Seek Support Feeling overwhelmed by your caregiving responsibilities is normal. In addition to the practical challenges that you face everyday, you may be coping with grief over your loved one’s condition or a sense of isolation in your role. But you aren’t alone. There are many others who share the same complex mix of experiences and emotions. UT San Diego advises finding a support group for caregivers like yourself. This will give you an outlet for your frustrations, access to others who share these frustrations and a network of caring individuals who understand exactly what you’re going through. Of course, don’t be afraid to ask friends or family for advice, help or even just a shoulder to cry on.

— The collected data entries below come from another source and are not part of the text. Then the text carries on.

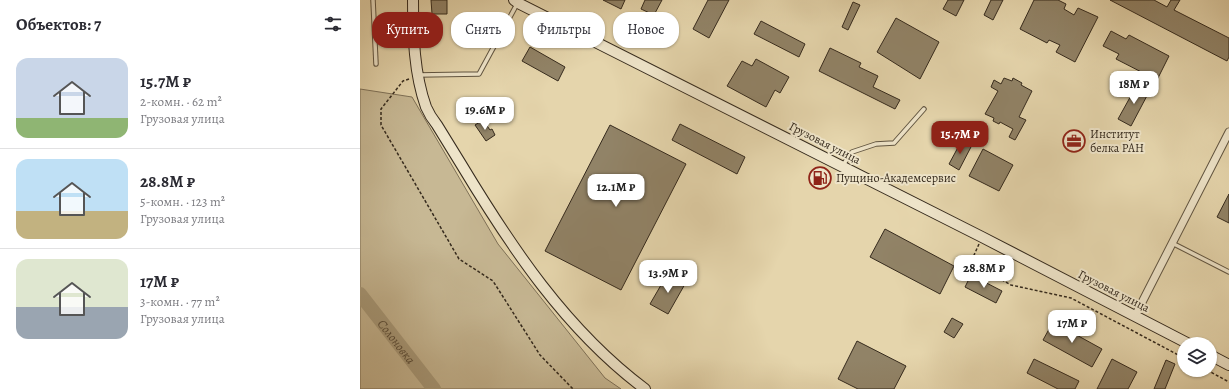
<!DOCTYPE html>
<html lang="ru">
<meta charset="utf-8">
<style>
body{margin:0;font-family:Alegreya,serif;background:#f2f2f3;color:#2b2b33;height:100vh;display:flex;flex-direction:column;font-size:15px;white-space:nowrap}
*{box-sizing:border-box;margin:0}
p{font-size:13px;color:#7c7c81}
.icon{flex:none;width:22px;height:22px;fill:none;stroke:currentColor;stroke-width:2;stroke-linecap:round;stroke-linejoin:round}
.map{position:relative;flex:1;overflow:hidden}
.panel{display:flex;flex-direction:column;background:#fff;width:360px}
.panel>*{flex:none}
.hud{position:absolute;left:12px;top:12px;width:380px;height:36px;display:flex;gap:8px}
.buttons{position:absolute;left:817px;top:337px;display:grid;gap:8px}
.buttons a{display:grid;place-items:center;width:40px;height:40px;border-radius:50%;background:#fff;box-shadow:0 1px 3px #0004;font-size:20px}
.price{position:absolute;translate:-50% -34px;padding:0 9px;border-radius:8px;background:#fff;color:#222;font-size:13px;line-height:26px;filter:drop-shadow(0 1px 2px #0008)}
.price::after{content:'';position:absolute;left:50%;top:24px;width:12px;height:9px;margin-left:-6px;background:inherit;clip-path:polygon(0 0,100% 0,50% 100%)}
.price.current{background:#8f2418;color:#fff}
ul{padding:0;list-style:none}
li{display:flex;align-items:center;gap:12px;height:100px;padding:0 16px}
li+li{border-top:1px solid #e1e1e2}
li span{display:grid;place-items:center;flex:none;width:112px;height:80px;border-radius:12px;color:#555}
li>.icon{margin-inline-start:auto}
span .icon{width:48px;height:48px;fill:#fffc;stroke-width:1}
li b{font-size:17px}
h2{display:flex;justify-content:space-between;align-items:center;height:48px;padding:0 16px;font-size:17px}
.pill{padding:0 14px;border-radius:16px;background:#fff;box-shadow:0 1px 3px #0004;font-size:14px;line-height:36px}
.pill.current{background:#8f2418;color:#fff}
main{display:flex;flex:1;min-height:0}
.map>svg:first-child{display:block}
.green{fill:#c7b894;stroke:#7e7158}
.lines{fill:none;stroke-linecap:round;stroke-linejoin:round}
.river{stroke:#a99b7b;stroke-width:14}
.building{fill:#918367;stroke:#352a1d}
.lane-casing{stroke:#615541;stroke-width:5.5}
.street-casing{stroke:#615541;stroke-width:9}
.secondary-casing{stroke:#352a1d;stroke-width:12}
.path{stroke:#352a1d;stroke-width:1.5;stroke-dasharray:3 2;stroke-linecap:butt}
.lane{stroke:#eee4c9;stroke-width:3.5}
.street{stroke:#eee4c9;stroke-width:7}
.secondary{stroke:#eee4c9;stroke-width:10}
.labels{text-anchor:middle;stroke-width:4;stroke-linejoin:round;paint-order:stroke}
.poi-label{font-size:12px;fill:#352a1d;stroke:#eee4c9;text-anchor:start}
.street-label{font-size:12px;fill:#352a1d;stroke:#eee4c9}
.water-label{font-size:13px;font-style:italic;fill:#584c39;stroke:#eee4c9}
</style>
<main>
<section class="panel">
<h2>Объектов: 7<svg class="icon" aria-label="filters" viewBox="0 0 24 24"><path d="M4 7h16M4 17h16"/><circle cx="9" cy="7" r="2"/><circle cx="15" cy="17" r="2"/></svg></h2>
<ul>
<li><span style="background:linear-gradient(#c9d6e8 75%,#8fb573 0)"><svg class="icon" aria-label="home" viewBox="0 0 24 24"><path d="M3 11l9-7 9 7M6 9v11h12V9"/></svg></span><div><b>15.7M ₽</b><p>2-комн. · 62 m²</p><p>Грузовая улица</p></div></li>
<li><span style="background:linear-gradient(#bfe0f5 65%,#c2b280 0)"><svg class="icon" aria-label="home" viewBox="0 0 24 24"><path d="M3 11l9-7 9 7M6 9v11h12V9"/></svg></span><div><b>28.8M ₽</b><p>5-комн. · 123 m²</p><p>Грузовая улица</p></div></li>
<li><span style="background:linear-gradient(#dfe7d0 60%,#9aa5b1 0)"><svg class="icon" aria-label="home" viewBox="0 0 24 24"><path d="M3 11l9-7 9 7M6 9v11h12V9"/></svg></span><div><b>17M ₽</b><p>3-комн. · 77 m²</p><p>Грузовая улица</p></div></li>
</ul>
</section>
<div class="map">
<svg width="869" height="389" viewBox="0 0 869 389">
<rect width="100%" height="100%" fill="#e5d5ac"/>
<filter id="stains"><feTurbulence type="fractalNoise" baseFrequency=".005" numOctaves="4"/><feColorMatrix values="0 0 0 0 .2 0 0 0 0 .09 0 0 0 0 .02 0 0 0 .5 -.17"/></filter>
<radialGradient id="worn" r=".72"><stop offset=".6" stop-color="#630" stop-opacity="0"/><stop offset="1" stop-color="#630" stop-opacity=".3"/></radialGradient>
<!-- green -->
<path class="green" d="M 0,89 L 52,97 L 138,244 L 245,378 L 261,389 L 0,389 Z"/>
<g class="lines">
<!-- river -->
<path class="river" id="s1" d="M 0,294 L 74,389"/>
</g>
<!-- building -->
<g class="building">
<path d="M 71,0 L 87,0 L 87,14 L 72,14 Z"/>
<path d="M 243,0 L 265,0 L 261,9 Z"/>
<path d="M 285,0 L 302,0 L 294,15 L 281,9 Z"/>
<path d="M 348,0 L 369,0 L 349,38 L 333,29 Z"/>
<path d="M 588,0 L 604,0 L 596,16 L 583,9 Z"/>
<path d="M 631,0 L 643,0 L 633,20 L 624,15 Z"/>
<path d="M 674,0 L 698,0 L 706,4 L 704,9 L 714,15 L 718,8 L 738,17 L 715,62 L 696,52 L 700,45 L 689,40 L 687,43 L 660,29 Z"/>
<path d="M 750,0 L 794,0 L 807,7 L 811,0 L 820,0 L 814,10 L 869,38 L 869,57 L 867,61 Z"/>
<path d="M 493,2 L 500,5 L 488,30 L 482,27 Z"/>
<path d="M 536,18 L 579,42 L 560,79 L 517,52 Z"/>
<path d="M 401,21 L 445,44 L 439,57 L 394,34 Z"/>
<path d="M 751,31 L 766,39 L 769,35 L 809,56 L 797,80 L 756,59 L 759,54 L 743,46 Z"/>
<path d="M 170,47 L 205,67 L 198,81 L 162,61 Z"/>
<path d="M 470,48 L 501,63 L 499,67 L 518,76 L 513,87 L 540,100 L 535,109 L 459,71 Z"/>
<path d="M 396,59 L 429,77 L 420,93 L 415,90 L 406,107 L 367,86 L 382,61 L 392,66 Z"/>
<path d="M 644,78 L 652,81 L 653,78 L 662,83 L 661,85 L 672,91 L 659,117 L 666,120 L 655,140 L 649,137 L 653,129 L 640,122 L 639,124 L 633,121 L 634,118 L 625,114 L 638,91 L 631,87 L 634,80 L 641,84 Z"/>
<path d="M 778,83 L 790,90 L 771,126 L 758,119 Z"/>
<path d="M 123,120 L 130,130 L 132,129 L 135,135 L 126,141 L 115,125 Z"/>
<path d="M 320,124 L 385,157 L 377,174 L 312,140 Z"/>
<path d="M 250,125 L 326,164 L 261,290 L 185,251 Z"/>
<path d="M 602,140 L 612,145 L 599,170 L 589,164 Z"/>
<path d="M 623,149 L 653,165 L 639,191 L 609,176 Z"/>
<path d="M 869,194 L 869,223 L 857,217 Z"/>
<path d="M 525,229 L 594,266 L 580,294 L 510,257 Z"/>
<path d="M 308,273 L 325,284 L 308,314 L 290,304 Z"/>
<path d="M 611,275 L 642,291 L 636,303 L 605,287 Z"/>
<path d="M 592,318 L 603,324 L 594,338 L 584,332 Z"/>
<path d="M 693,322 L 742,349 L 732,367 L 683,340 Z"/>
<path d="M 497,341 L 546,366 L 534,389 L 498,389 L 478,379 Z"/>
<path d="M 674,359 L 719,381 L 715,389 L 698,389 L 667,373 Z"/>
<path d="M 752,359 L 777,372 L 768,389 L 737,389 Z"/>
<path d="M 806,360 L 815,364 L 805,389 L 794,389 Z"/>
</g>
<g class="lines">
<!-- lane casing -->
<g class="lane-casing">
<g id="lane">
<path d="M 13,0 L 16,64"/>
<path d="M 58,75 L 119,74 L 157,4"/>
<path d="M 483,165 L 492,152 L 516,144 L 534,143 L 564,109"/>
<path d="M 812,243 L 869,272"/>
</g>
</g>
<!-- street casing -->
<g class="street-casing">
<path id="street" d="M 775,316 L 869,132"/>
</g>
<!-- secondary casing -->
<g class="secondary-casing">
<g id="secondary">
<path d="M 53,0 C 53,36 54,73 66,107 C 69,114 73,120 77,125 C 85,138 93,151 101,164 C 151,247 206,330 285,389"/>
<path d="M 154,0 L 158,3 L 622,237 L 829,344"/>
<path d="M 850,355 L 869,365"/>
</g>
</g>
<!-- path -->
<g class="path">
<path d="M 49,79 L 43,81 L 21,109 L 21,125 L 99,259 L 133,281 L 180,355 L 213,389"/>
<path d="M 619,244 L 611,262 L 651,285 L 711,298 L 824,358"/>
<path d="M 847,370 L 869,382"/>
</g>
<!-- lane -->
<use href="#lane" class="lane"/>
<!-- street -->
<use href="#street" class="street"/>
<!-- secondary -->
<use href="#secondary" class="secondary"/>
</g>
<!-- icons -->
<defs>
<g id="office-ring" transform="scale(1.15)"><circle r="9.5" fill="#eee4c9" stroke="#8f2418" stroke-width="1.5"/><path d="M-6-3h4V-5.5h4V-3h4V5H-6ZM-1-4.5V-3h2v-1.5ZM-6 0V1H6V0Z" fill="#8f2418"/></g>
<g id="fuel-ring" transform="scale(1.15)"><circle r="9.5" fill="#eee4c9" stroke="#8f2418" stroke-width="1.5"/><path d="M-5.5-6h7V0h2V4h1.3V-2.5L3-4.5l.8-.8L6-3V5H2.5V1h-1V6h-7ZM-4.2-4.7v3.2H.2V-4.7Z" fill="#8f2418"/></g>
</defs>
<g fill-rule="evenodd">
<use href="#office-ring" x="714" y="141"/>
<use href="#fuel-ring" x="460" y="178"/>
</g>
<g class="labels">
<!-- poi labels -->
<g class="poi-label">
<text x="730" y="138">Институт<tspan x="730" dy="14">белка РАН</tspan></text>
<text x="476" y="182">Пущино-Академсервис</text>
</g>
<!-- street labels -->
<g class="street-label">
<text transform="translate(465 143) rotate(27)" y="4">Грузовая улица</text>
<text transform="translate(754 291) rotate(27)" y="4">Грузовая улица</text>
</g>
<!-- water labels -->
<g class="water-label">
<text dy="5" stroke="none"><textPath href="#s1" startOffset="60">Солоновка</textPath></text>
</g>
</g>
<rect width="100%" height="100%" filter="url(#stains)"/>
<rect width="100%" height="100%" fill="url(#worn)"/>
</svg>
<div class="buttons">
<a><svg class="icon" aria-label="layers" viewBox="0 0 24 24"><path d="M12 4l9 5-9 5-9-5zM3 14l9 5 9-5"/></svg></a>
</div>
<b class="price" style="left:774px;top:105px">18M ₽</b>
<b class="price" style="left:125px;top:131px">19.6M ₽</b>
<b class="price current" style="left:600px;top:155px">15.7M ₽</b>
<b class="price" style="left:256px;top:208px">12.1M ₽</b>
<b class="price" style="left:624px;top:289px">28.8M ₽</b>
<b class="price" style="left:308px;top:294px">13.9M ₽</b>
<b class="price" style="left:712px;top:344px">17M ₽</b>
<div class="hud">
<a class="pill current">Купить</a>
<a class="pill">Снять</a>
<a class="pill">Фильтры</a>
<a class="pill">Новое</a>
</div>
</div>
</main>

Take Care of Your Self If you really want to do what’s best for your loved one, you need to do what’s best for you. To be an attentive, compassionate, and loving caregiver, you need to maintain your own health. You’ll make a lot of sacrifices to be a caregiver but your sleep, diet and exercise shouldn’t be among them. Your mental health and your physical wellbeing are inseparable. UT San Diego reminds us that exercise ups your body’s production of dopamine and endorphins, which can in turn enhance your mood. Use your personal health regimen as a release from the stress of caregiving.
Don’t Forget About You You matter. Take time out of your day wherever possible to remind yourself of this, whether this means reading a book, having coffee with a friend, pursuing a hobby or just taking a little cat nap. Don’t forget to do the things that make you happy. When your life is in balance, you’ll find yourself far better equipped to bring balance to the life your loved one.